Stored data entries
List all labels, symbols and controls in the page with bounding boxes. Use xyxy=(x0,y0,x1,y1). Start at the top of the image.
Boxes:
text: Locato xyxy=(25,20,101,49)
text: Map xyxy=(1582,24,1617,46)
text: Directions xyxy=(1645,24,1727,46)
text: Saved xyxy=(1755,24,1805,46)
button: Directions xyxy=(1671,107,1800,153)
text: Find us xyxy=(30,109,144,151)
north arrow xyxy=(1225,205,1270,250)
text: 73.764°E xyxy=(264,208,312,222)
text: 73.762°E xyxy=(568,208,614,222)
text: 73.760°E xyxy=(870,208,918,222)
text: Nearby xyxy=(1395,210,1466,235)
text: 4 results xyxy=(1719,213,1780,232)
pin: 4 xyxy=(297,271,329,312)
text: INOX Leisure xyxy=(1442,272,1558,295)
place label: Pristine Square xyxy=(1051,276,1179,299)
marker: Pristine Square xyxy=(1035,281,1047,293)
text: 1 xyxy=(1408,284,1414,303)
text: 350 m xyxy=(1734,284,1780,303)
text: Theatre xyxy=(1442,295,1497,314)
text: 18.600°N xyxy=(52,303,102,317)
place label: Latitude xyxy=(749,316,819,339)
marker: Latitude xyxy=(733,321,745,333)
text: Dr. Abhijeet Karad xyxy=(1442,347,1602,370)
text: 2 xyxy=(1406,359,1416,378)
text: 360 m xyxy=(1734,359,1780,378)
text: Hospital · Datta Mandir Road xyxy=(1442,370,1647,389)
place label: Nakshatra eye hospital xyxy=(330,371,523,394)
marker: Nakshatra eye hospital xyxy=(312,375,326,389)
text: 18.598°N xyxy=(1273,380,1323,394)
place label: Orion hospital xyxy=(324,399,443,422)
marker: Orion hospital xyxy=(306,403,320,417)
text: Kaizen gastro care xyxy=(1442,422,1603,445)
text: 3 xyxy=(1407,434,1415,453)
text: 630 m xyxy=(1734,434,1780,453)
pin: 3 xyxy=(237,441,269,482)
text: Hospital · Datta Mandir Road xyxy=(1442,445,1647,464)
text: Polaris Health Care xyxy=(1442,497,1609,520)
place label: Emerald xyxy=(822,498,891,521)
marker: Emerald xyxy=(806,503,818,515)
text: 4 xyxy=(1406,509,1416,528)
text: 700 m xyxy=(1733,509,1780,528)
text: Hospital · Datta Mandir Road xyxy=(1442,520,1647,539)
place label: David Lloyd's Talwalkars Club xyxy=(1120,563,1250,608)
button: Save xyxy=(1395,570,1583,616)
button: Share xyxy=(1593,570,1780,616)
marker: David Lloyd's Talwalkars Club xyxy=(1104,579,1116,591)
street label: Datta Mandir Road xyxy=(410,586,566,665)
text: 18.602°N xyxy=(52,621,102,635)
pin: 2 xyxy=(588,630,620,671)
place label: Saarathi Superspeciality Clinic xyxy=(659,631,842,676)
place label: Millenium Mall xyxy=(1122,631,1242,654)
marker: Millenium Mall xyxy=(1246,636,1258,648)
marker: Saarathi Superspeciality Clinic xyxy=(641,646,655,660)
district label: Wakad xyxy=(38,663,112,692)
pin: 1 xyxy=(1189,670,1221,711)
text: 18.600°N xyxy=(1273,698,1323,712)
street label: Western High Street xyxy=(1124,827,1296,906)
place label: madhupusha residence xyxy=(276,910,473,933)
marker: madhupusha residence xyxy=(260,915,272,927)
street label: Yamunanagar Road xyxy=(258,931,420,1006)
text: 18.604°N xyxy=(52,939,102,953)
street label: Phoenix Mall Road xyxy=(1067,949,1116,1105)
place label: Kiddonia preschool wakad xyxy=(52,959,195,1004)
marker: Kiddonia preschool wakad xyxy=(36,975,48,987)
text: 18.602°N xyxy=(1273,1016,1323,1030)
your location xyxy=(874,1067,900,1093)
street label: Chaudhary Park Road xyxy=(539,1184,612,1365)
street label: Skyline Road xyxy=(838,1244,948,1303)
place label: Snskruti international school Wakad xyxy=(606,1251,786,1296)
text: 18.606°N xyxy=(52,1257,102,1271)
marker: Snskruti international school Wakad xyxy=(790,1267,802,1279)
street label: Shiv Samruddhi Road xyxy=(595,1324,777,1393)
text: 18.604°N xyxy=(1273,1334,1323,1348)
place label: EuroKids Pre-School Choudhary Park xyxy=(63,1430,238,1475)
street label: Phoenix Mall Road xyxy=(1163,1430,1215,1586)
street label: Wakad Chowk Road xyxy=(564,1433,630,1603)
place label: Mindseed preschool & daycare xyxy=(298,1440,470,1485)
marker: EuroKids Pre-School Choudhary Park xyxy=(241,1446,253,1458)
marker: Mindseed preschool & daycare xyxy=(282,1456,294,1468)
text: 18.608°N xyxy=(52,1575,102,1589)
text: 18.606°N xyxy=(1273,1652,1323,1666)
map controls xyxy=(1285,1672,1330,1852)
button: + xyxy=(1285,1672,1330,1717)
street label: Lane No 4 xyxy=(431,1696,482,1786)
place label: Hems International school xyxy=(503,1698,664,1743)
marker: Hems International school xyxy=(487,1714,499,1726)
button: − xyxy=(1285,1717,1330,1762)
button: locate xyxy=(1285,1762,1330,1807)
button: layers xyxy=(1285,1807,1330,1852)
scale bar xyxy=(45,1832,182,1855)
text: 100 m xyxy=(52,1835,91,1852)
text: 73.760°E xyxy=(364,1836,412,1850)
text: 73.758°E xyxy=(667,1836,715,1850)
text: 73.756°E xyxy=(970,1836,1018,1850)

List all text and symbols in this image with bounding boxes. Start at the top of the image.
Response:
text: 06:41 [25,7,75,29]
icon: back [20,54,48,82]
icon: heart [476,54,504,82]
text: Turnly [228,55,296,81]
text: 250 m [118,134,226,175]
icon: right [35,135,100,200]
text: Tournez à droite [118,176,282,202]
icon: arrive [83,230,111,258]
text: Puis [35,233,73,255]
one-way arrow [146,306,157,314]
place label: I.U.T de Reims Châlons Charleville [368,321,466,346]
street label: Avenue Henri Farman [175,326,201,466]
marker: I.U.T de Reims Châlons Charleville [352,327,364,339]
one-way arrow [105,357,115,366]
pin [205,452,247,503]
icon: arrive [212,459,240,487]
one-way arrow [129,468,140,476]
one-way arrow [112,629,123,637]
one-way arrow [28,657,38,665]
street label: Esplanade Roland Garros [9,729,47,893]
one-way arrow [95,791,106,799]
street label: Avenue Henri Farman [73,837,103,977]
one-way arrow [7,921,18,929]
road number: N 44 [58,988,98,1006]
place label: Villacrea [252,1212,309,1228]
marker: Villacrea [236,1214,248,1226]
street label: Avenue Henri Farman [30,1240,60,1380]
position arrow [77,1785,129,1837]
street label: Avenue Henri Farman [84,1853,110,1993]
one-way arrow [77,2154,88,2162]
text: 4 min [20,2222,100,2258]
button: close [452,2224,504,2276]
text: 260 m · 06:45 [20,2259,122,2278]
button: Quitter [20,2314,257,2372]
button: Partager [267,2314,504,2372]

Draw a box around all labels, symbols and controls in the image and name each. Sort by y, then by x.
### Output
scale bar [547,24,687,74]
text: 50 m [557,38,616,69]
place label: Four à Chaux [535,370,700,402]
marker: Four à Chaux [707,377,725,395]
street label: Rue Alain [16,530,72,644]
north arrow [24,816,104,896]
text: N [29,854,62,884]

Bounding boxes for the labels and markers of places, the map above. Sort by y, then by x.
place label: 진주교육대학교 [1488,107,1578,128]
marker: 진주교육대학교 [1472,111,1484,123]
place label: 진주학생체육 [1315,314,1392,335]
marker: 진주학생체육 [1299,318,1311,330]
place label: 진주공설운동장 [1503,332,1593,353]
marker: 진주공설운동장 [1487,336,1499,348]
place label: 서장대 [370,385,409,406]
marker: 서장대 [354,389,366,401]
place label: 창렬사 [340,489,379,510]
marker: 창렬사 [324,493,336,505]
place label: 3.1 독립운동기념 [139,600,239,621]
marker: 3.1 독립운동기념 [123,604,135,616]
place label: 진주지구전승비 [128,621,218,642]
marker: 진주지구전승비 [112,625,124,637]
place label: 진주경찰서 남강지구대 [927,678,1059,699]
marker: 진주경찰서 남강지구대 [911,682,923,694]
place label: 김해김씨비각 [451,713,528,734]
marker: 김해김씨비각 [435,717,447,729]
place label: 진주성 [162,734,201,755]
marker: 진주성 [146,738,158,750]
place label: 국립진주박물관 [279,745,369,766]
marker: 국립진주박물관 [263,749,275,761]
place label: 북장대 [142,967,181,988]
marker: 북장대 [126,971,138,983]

> [WORK ORDER] Pick out and copy the lines of the entries that hold the string "Charleville".

> [TASK RESPONSE]
place label: I.U.T de Reims Châlons Charleville [368,321,466,346]
marker: I.U.T de Reims Châlons Charleville [352,327,364,339]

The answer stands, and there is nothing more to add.